The film sets up the people around Louis before we meet his estranged family. Everything in the first part of the movie sets up and explains everything that happens after. We understand why Louis has such hatred for his family, and what is driving him. To be clear, Louis is very much not a hero. He is driven by vengeance and petty concerns.He is scheming, and two faced. He doesn’t get to marry Sibella, the woman he wants, who laughs at him when he tells her he might be a duke someday, but then continues seeing her after she is married, realizing that he doesn’t have to deal with her problems that way.
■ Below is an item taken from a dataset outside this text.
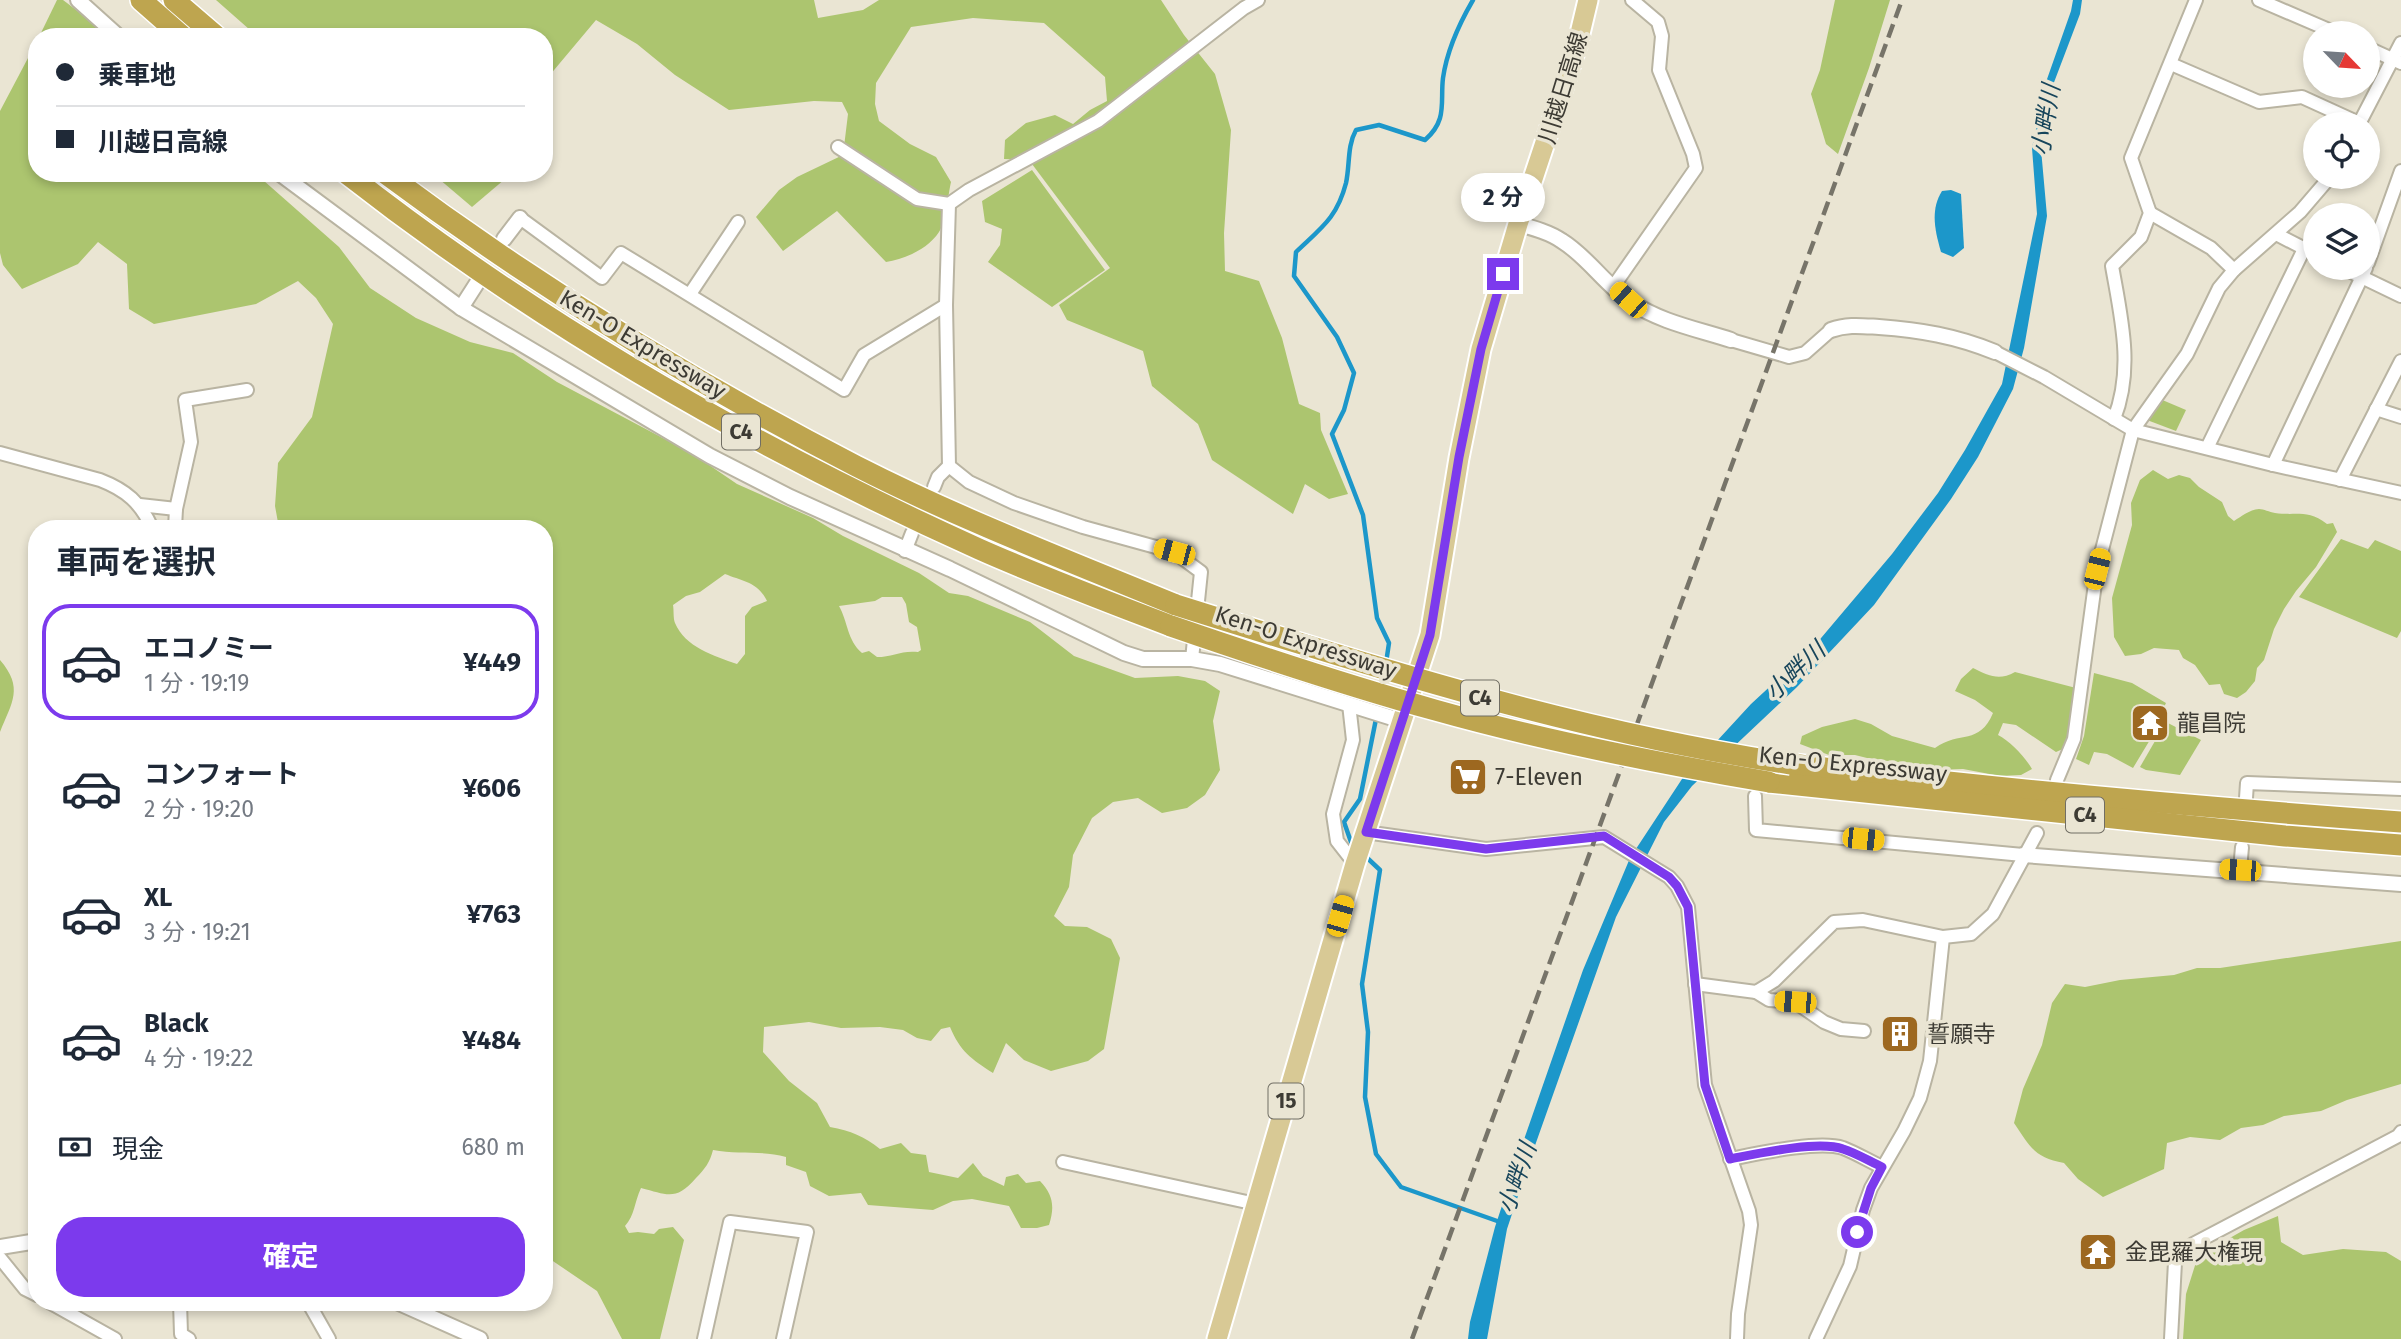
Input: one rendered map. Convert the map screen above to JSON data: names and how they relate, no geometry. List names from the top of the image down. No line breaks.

When he meets Edith later in the film, he doesn’t particularly like her, but feels that she might make a good duchess, and pursues her for no other reason. He meets Edith after killing her husband, one of the many people between him and the dukedom. The first person he kills is Ascoyne D’Ascoyne, the direct heir. We don’t feel terrible about this, because he’s clearly a bad person. But then we meet the next D’Ascoyne, a charming, simple man, living in a village, who loves to take photographs. This is Edith’s husband. Sure he sneaks around drinking behind his wifes back, and even goes to the local brothel, but he’s generally kind, and at least tries to keep his very proper wife in the dark.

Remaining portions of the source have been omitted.